By taking these actions, enterprises can significantly reduce True-Up costs.
The focus is to only pay for what delivers value and to avoid paying for mistakes or lack of oversight. Optimizing before writing that True-Up check is one of the best cost avoidance techniques in software licensing.
Negotiation and Renewal Strategies
While the True-Up itself isn’t a negotiation point (prices and terms are set in the EA contract), the information and experience you gain from it are invaluable for negotiating your Microsoft Enterprise Agreement renewal.
Microsoft’s sales teams often have “price uplift” expectations for renewals, commonly targeting a 10-20% higher spend than in the previous term.
They assume your organization’s use of Microsoft technology will expand and try to price the new agreement accordingly.
However, armed with data from your True-Ups, you can push back on these assumptions and negotiate more favorable terms.
Leverage True-Up data:
Well before your EA expires (ideally starting 6-12 months in advance), analyze all the True-Up reports from the current term. Identify areas where you over-licensed or under-used software – these are opportunities to reduce quantities or cut products in the next agreement.
Additionally, identify areas where you experienced unexpected growth – this is where you may need a higher quantity, but also where you can inquire about a volume discount or a different licensing model to save money.
For example, suppose you purchased 20% more SQL Server cores during the term due to new projects, which would be reflected at renewal.
In that case, you might negotiate a better tiered price for SQL Server or consider an Unlimited License Agreement (if it makes sense) to accommodate such growth more cost-effectively.
Negotiate early and assertively:
Engage with Microsoft (and/or your reseller) to clearly outline what you do and don’t need going forward.

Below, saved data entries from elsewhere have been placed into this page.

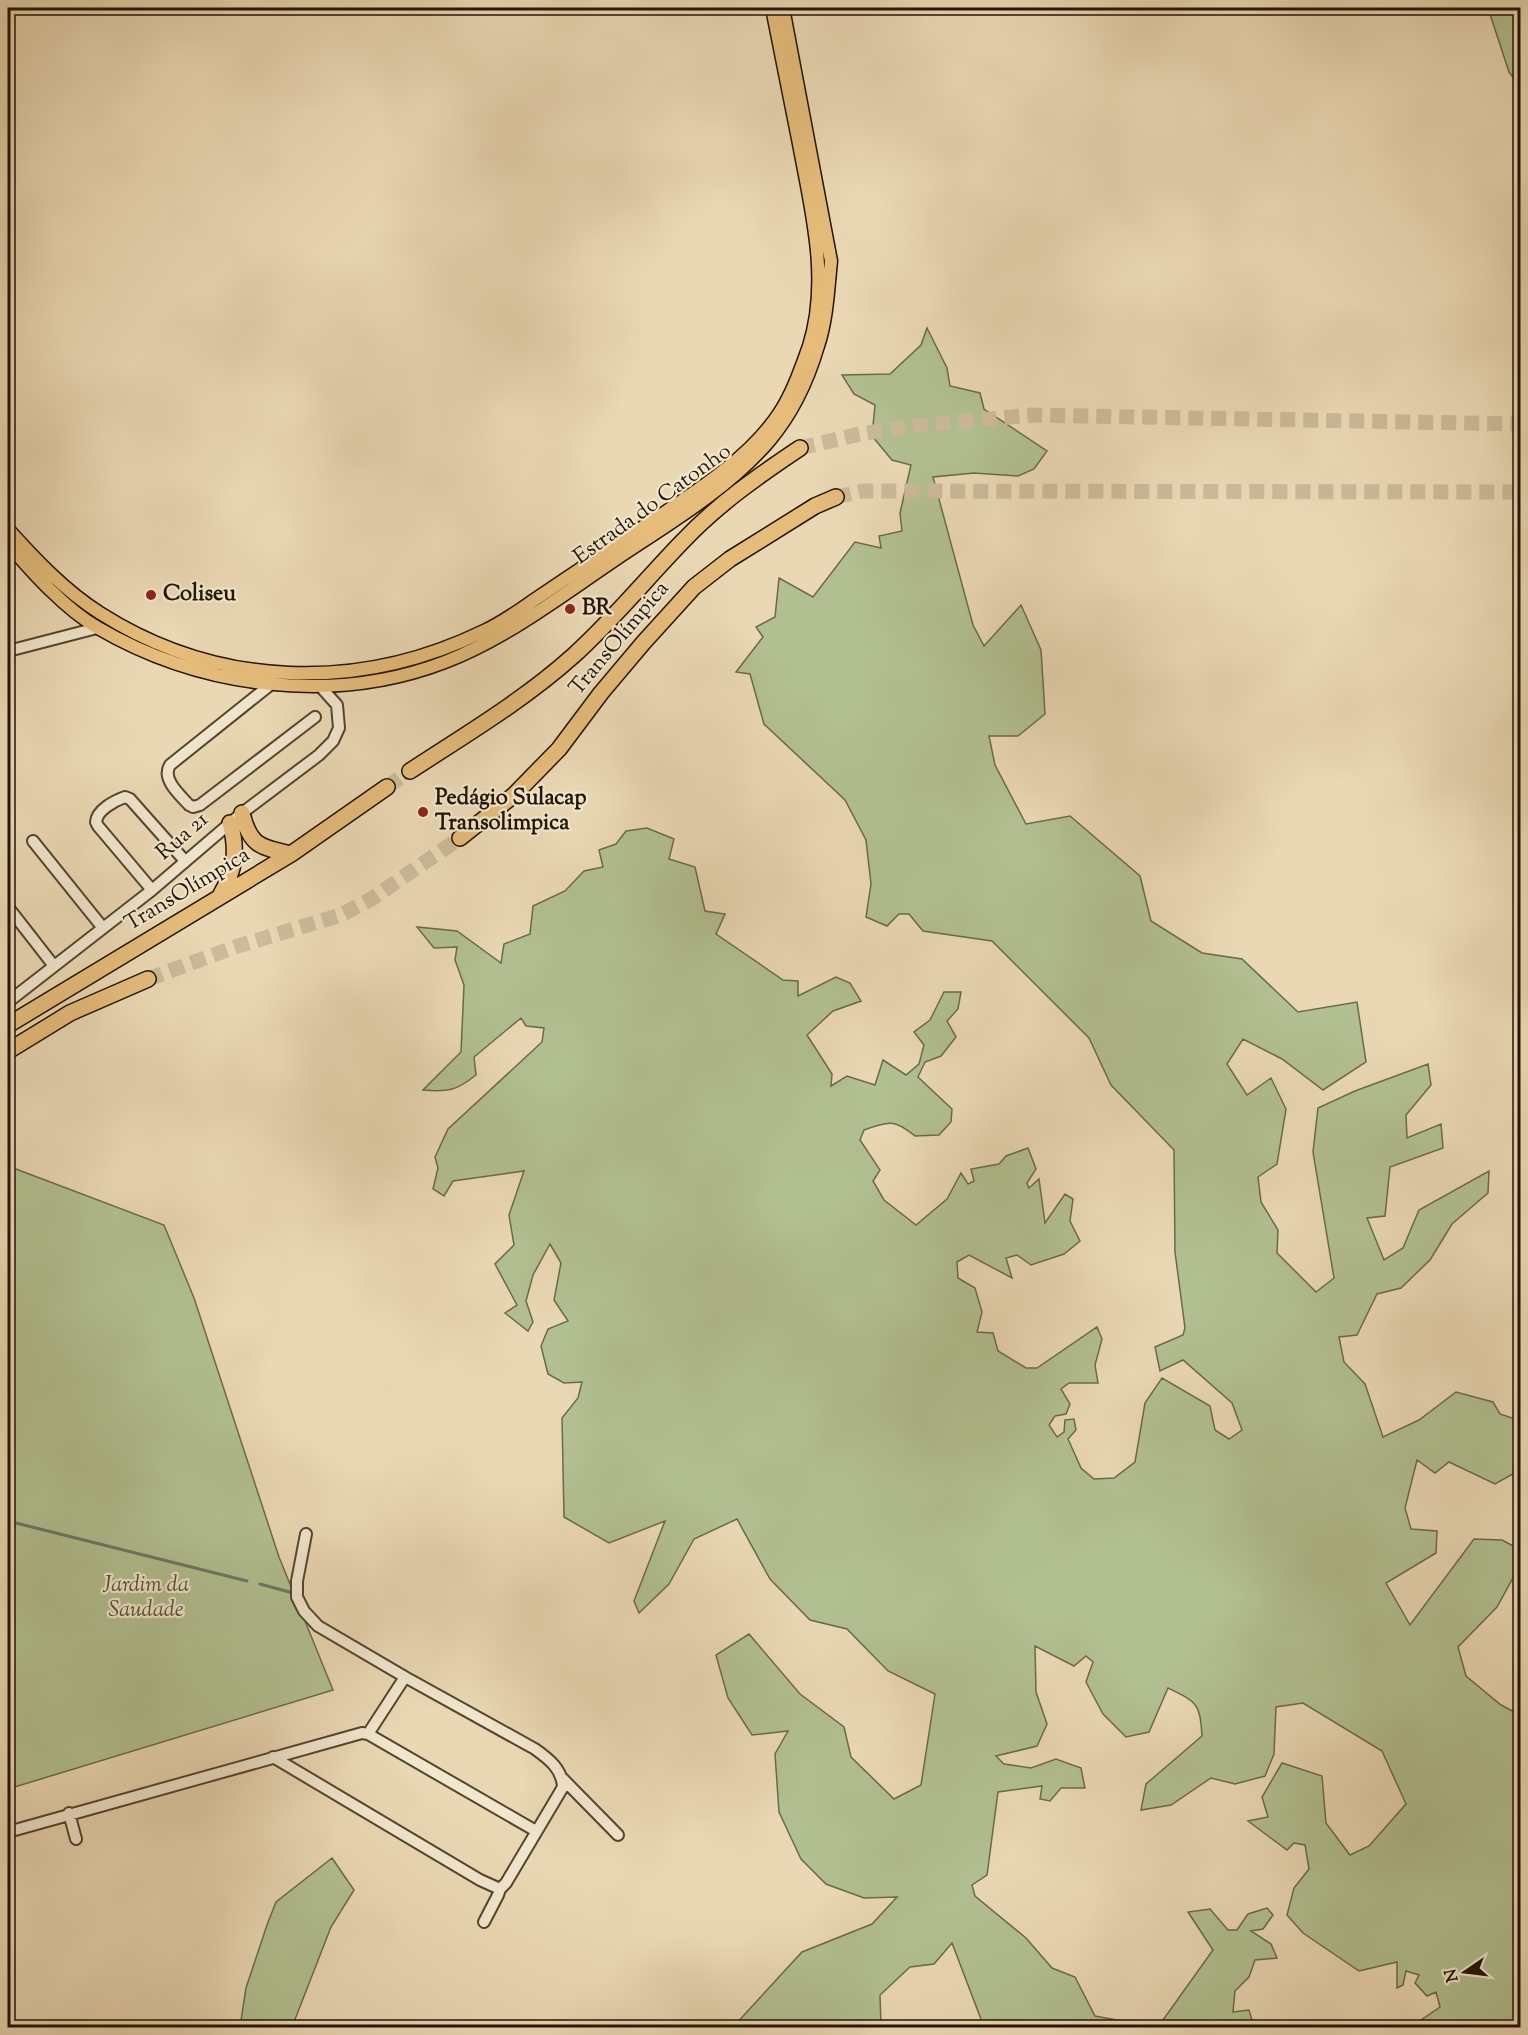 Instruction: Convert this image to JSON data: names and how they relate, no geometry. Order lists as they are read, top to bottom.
{
  "streets": {
    "highway": ["TransOlímpica"],
    "main road": ["Estrada do Catonho"],
    "street": ["Rua 21"]
  },
  "crossings": [
    ["Estrada do Catonho", "Rua 21"]
  ],
  "parks": ["Jardim da Saudade"],
  "places": ["Coliseu", "BR", "Pedágio Sulacap Transolimpica"],
  "north": "left"
}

If only 800 of your 1,000 Office 365 E5 licenses are actively used, plan to renew for 800 (dropping 200 unused licenses) and use that change as part of your negotiation strategy.
Microsoft may resist the reduction or attempt to upsell other services to compensate for the revenue loss, but having hard usage evidence strengthens your case. Also, if Microsoft proposes a price increase on certain products, question it.
Ask for justification and present your counter: perhaps you can commit to a longer term or a broader product adoption in exchange for maintaining or lowering unit prices.
Explore contract options:
Renewal is the time to consider if the Enterprise Agreement is still the right vehicle.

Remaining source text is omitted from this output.